I learned so much from you, becoming a better writer and a better human through your examples. You moved through this world with such grace and humility and as E.B. White told us in “Charlotte’s Web”, “it’s not often that someone comes along who is a true friend and a good writer.”  When I heard you were gone, I drank all the brown liquor in my house and cried my eyes out. The next day I sobbed on the Ashland bus to the grocery store and then in line at the store buying a case of La Croix to replace all my tears. I was stopped in my tracks by the sight of the initials “T.W.” written in the sidewalk on Ashland, a reminder that your spirit is always inside of me and I should be on the lookout for your greetings and salutations. This is all more manageable if I consider you to be Charlotte to my Wilbur. You were such a wonderful friend to so many, and that in itself is a tremendous thing. I regret not hiring a skywriter to proclaim that during all of our reluctant grumblings and synchronized side eyes we were most certainly having the some of the best times of our lives. But much like declarations of affection, I trust it was a known quantity, an unspoken understanding.

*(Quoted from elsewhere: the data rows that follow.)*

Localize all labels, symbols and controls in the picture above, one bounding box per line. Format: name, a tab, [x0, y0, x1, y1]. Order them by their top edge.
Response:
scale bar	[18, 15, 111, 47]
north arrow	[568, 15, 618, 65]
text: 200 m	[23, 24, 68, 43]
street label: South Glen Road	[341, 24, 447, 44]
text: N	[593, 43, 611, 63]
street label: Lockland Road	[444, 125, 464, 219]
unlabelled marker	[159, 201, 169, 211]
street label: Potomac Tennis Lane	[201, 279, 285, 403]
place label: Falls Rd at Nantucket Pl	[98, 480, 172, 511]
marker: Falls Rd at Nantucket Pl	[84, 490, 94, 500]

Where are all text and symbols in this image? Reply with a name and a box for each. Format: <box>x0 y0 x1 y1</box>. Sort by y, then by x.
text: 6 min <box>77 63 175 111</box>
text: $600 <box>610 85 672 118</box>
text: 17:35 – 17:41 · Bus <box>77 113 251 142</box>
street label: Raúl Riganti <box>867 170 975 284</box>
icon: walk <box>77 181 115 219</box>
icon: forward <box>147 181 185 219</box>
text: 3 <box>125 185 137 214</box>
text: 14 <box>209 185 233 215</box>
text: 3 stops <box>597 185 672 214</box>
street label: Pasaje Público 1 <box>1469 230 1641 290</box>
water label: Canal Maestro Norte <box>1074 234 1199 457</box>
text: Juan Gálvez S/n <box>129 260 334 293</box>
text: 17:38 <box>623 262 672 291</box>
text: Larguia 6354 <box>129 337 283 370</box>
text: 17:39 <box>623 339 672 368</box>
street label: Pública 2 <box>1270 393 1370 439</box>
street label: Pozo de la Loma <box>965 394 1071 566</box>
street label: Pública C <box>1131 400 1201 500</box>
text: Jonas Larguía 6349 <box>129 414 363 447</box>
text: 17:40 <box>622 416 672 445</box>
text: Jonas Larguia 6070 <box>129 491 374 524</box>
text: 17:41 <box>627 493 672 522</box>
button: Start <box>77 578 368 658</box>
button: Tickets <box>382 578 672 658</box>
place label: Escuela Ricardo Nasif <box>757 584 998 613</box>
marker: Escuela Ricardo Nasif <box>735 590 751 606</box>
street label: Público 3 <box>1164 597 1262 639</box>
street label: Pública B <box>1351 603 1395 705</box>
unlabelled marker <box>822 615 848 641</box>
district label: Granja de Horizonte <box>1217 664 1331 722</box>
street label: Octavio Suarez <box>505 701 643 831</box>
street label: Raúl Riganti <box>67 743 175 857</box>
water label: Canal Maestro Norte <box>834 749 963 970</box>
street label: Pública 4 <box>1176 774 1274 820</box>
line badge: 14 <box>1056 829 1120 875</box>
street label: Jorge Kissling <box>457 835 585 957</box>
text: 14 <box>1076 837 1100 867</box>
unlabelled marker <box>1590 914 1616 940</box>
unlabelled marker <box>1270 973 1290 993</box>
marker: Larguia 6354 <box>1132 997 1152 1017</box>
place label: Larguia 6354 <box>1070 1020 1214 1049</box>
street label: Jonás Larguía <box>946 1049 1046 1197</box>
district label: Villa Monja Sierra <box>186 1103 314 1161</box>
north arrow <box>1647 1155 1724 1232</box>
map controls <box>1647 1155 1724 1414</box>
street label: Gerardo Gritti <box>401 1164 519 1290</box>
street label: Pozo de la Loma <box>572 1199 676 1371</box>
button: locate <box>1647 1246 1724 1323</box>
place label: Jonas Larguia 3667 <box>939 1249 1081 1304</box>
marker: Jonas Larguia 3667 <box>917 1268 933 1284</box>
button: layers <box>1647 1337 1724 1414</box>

I’m sure Daniel Jones of the New York Times will soon send me a rejection letter, but it will be fine. The letter project was never about recognition or publishing for me. It was just an extension of saying yes to anything that involved working with you. Saying yes to the stories, to the podcast, to the wolfdog, was always a given. I would have said yes to shoveling shit on the road with Mister Bobo, for the record. The letters kept us attached creatively, our voices in chorus. In an arena full of navel gazing narcissists, the letters were our cries to be heard from the cheap seats. This is the only letter where the recipient truly does matter, because it is my attempt to honor what you mean to me. It’s also my last letter as I have no interest in continuing this project without you. The letters were a collaboration and I refuse to try to make jelly work without peanut butter.

Godspeed, you gallant creature. I haven’t spent much time ruminating on the afterlife as I’m having enough trouble navigating this current assignment, but I pray your next adventure is worthy of you. I also hope Mister Bobo made the trek as well. Because that chimp knows that in the face of absurdity, just below your “Totally Tom” sitcom star twinkle, there’s an “Oh, what fresh hell is THIS?” face in search of an ally. That’s my Tee Dub. One day we will laugh about all this, Wolferman, and that day is today.